(v) Storm-kafka source of Kafkaspout

Source: Internet
Author: User

Now start to introduce the Kafkaspout source code.

Start by doing some initialization in the early open method,

........................        _state = new Zkstate (stateconf);        _connections = new Dynamicpartitionconnections (_spoutconfig, Kafkautils.makebrokerreader (conf, _spoutConfig));        Using transactionalstate like this is a hack        int totaltasks = Context.getcomponenttasks ( Context.getthiscomponentid ()).
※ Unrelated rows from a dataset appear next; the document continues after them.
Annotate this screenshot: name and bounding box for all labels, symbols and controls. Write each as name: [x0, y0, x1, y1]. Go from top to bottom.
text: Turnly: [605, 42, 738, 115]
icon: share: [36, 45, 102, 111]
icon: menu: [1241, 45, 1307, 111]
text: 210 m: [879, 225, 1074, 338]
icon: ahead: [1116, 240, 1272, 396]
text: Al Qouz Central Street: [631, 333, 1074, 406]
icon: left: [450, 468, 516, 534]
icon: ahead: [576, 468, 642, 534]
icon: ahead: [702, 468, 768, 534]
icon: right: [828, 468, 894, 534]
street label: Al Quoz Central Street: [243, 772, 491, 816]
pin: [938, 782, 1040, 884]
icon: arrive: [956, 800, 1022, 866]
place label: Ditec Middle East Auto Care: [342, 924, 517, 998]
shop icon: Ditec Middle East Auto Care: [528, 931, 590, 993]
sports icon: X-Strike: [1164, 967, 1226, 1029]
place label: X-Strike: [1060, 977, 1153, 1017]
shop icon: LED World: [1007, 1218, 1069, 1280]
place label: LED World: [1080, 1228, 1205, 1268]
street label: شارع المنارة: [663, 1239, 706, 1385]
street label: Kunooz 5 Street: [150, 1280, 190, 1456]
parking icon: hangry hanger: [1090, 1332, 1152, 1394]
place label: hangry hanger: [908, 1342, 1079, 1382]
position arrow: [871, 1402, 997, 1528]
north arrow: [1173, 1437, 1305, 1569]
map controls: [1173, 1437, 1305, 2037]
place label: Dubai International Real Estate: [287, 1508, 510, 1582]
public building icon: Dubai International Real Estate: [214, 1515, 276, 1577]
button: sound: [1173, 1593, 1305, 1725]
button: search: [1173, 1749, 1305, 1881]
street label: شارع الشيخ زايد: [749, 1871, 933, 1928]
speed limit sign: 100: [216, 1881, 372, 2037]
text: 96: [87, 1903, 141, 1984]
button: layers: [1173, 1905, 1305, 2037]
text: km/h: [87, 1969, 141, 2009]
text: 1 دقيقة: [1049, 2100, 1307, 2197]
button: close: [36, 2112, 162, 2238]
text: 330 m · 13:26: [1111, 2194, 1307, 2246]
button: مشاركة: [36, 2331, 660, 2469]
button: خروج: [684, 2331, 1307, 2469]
Size ();        if (_spoutconfig.hosts instanceof statichosts) {            _coordinator = new Staticcoordinator (_connections, conf, _ Spoutconfig, _state, Context.getthistaskindex (), Totaltasks, _uuid);        } else {            _coordinator = new Zkcoordinator (_connections, Conf, _spoutconfig, _state, Context.getthistaskindex (), Totaltasks, _uuid);        } ............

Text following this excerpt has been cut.